The key feature of democratic control is some form of parliamentary oversight. This is doubtless capable of amounting to independent scrutiny – if it works. But there is no point in creating the illusion of oversight with none of the benefits. Any committee that cannot undertake effective impartial scrutiny might easily end up becoming complicit in misconduct. Arguably, that is precisely what happened to our old Intelligence and Security Committee (ISC) before the Justice and Security Act 2013 (J&S Act).

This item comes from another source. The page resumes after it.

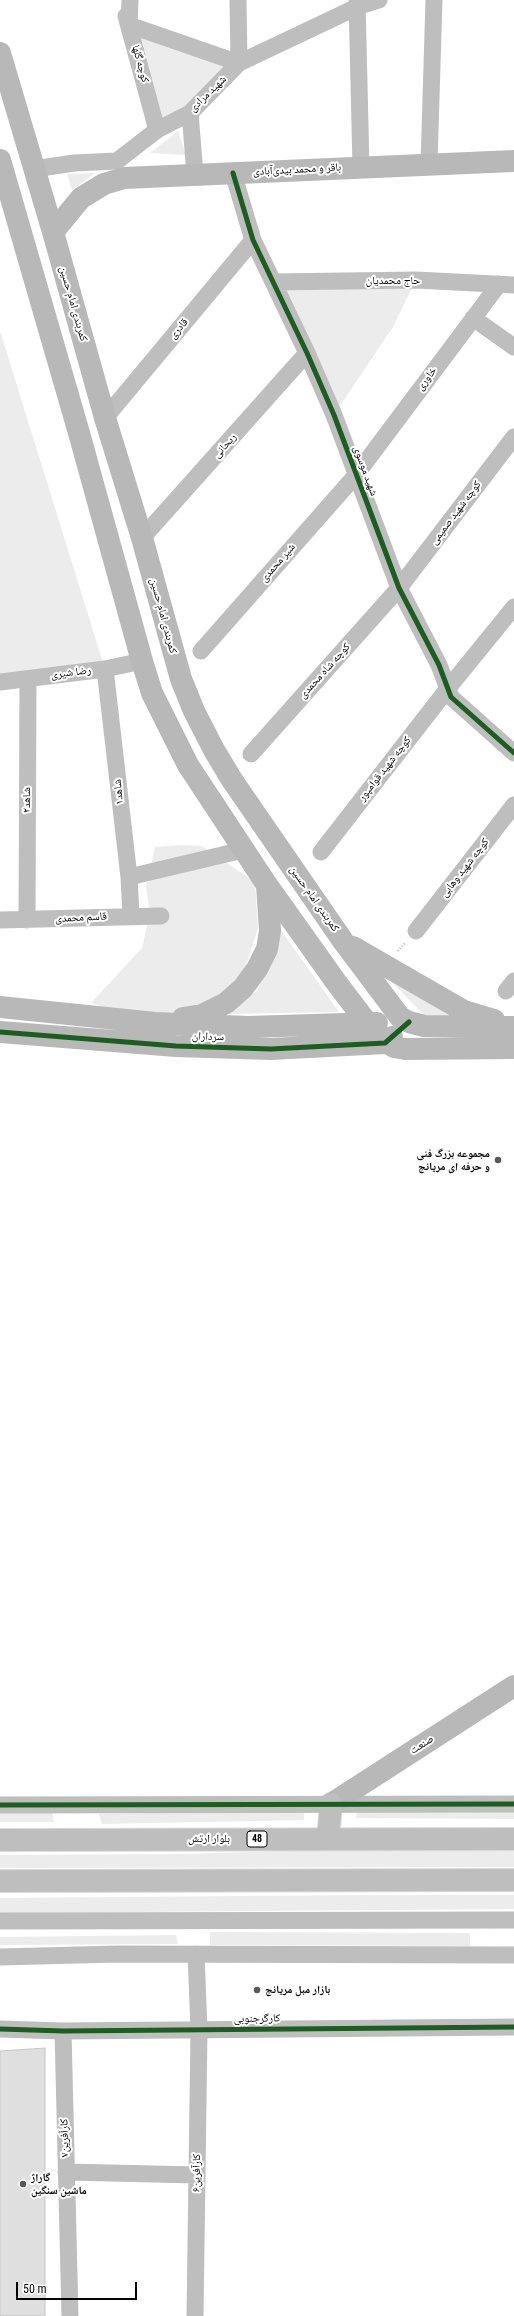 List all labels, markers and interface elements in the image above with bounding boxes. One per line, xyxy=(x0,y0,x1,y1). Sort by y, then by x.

So democratic oversight has to focus on two key areas; firstly, it should make the intelligence agencies more accountable; and secondly, it must regulate the covert relationship between the agencies and the executive to prevent abuse. The importance of the second is not to be underestimated. It is worth remembering that transparent and accountable processes protect the security services too, enhancing their independence. But, how do we best ensure effective democratic accountability through parliamentary oversight? How do we provide democratic control of executive agencies whose operations must, in order to achieve their objectives, remain secret?

This may partly be a question of form. The international norm is for oversight by way of a specialized parliamentary body but success will always depend on the mandate and the powers granted to that body. For example: who should be on the committee? How can the committee’s impartiality be guaranteed? Who has control over appointments? Who does the committee report back to? How much secret information does it have access to? Can it control its own publications? Can it compel evidence? Can it hear from external witnesses? Does it do any of its work in public?

The Intelligence and Security Committee

In the UK, our parliamentary oversight has traditionally come in the form of a statutory committee, the Intelligence and Security Committee, established by the Intelligence Services Act in 1994. Traditionally, the ISC was not a parliamentary committee as such but, in an oft-quoted phrase, ‘a committee of parliamentarians’. It is not clear what the intention of this distinction can have been if it was not the exercise of some form of extra-parliamentary control of this body. And I suppose that this extra-parliamentary control can only, in the end, have been exercisable at the behest of the executive.

And while the ISC shared some of the characteristics of a select committee and its mandate, to examine the ‘administration, policy and expenditure’ of the intelligence and security services, was designed to reflect the remit of a traditional select committee, it was very far from ever being one.

Select committees are appointed by the Houses of Parliament and report back to them. They sit in Parliament with control over their own agenda, within the terms of their mandate. They can call witnesses, produce reports and are supported by independent, parliamentary staff. Select Committees are intended, partially, to redress the balance between Parliament and the executive by allowing backbenchers from all parties to scrutinise an area of Government policy and inform Parliament of their findings.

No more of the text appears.